Figure 4. Alpha diversity analysis of bacterial communities under different fertilization treatments. CK (0 kg ha−1 nitrogen fertilizer); N1 (120 kg ha−1 nitrogen fertilizer); N2 (150 kg ha−1 nitrogen fertilizer); N3 (180 kg ha−1 nitrogen fertilizer); H (1500 kg ha−1 humic acid); N1H (120 kg ha−1 nitrogen fertilizer and 1500 kg ha−1 humic acid); N2H (150 kg ha−1 nitrogen fertilizer and 1500 kg ha−1 humic acid); and N3H (180 kg ha−1 nitrogen fertilizer and 1500 kg ha−1 humic acid). * indicate significance at the 0.05 level, ** indicate significance at the 0.01 level, and *** indicates extreme significance at the 0.001 significance level. (a) Ace Index; (b) Chao Index; (c) Shannon Index.
No significant differences were observed between nitrogen fertilizer application alone and CK for any of the indices. Microbial β-diversity was evaluated using PCoA based on the Bray–Curtis distance, and the results are presented as a three-dimensional scatter plot (Figure 5). Microbial β-diversity was evaluated using PCoA based on the Bray–Curtis distance, and the results were presented as a three-dimensional scatter plot.
Figure 5. Soil bacteria (OUT level) community PCoA analysis.
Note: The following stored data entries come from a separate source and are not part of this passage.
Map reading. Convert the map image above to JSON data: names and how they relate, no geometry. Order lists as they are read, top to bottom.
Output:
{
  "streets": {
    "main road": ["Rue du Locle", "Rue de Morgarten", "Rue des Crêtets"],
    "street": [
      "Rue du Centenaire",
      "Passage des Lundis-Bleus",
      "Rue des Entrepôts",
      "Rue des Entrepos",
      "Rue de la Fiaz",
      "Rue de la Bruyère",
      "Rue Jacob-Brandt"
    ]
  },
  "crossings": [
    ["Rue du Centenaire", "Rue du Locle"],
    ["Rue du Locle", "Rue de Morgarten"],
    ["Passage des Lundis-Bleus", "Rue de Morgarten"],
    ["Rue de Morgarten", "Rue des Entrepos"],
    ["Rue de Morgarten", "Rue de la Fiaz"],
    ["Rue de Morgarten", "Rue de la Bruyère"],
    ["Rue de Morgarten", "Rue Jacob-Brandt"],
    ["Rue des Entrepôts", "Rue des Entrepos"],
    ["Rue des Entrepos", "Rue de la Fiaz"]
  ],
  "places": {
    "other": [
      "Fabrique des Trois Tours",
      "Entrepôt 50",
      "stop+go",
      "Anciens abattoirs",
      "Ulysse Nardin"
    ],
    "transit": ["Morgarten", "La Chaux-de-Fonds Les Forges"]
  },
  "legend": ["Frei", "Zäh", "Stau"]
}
CK (0 kg ha−1 nitrogen fertilizer); N1 (120 kg ha−1 nitrogen fertilizer); N2 (150 kg ha−1 nitrogen fertilizer); N3 (180 kg ha−1 nitrogen fertilizer); H (1500 kg ha−1 humic acid); N1H (120 kg ha−1 nitrogen fertilizer and 1500 kg ha−1 humic acid); N2H (150 kg ha−1 nitrogen fertilizer and 1500 kg ha−1 humic acid); and N3H (180 kg ha−1 nitrogen fertilizer and 1500 kg ha−1 humic acid).

3.4. Correlation Analysis

3.4.1. The Relationship Between Soil Nutrient Composition and Microbial Communities

To further analyze the relationship between soil nutrient composition and microbial communities, we conducted a redundancy analysis (RDA). The results showed that PC1 and PC2, the first and second principal components, respectively, had contribution rates of 59.66% and 26.14% (Figure 6), accounting for 85.80% of the variation in the bacterial community. Proteobacteria, Actinomycetes, methanotrophic bacteria, Unclassified Bacteria, Nitrifying Helicobacter, Verrucomicrobia, and Firmicutes were positively correlated with AP, AK, TN, and SOC but negatively correlated with pH and C/N. In contrast, Planctomycetes, Bacteroidetes, Acidobacteria, Campylobacterota, Bacillimonas, and Cyanobacteria were negatively correlated with AP, AK, TN, and SOC and positively correlated with pH and C/N. Bacterial OTUs, Ace, and Chao indices exhibited extremely significant positive correlations with increasing pH values. The bacterial Ace and Chao indices were significantly negatively correlated with increasing AP, AK, SOC, and TN (Figure 7). The relationships between soil microbial community responses and environmental factors, as well as soil physicochemical properties, are listed in Table 4 (only significant relationships).
Figure 6. Redundancy Analysis of Soil Physical and Chemical Indicators and Soil Bacterial Communities. CK (0 kg ha−1 nitrogen fertilizer); N1 (120 kg ha−1 nitrogen fertilizer); N2 (150 kg ha−1 nitrogen fertilizer); N3 (180 kg ha−1 nitrogen fertilizer); H (1500 kg ha−1 humic acid); N1H (120 kg ha−1 nitrogen fertilizer and 1500 kg ha−1 humic acid); N2H (150 kg ha−1 nitrogen fertilizer and 1500 kg ha−1 humic acid); N3H (180 kg ha−1 nitrogen fertilizer and 1500 kg ha−1 humic acid); TN (Total Nitrogen); SOC (Soil Organic Carbon); C/N (Carbon to Nitrogen Ratio); pH (Acidity or Alkalinity); AP (Available Phosphorus); AK (Available Potassium).
Figure 7. Relationship between soil microbial diversity and environmental factors; blue color indicates a positive correlation, and red color indicates a negative correlation. The shaded areas correspond to the 95% confidence interval. TN: total nitrogen; SOC: organic carbon; AP: available phosphorus; AK: available potassium.
Table 4. Relationships between the response ratio of the soil microbial community and environmental factors, as well as soil physicochemical properties (only significant relationships are presented).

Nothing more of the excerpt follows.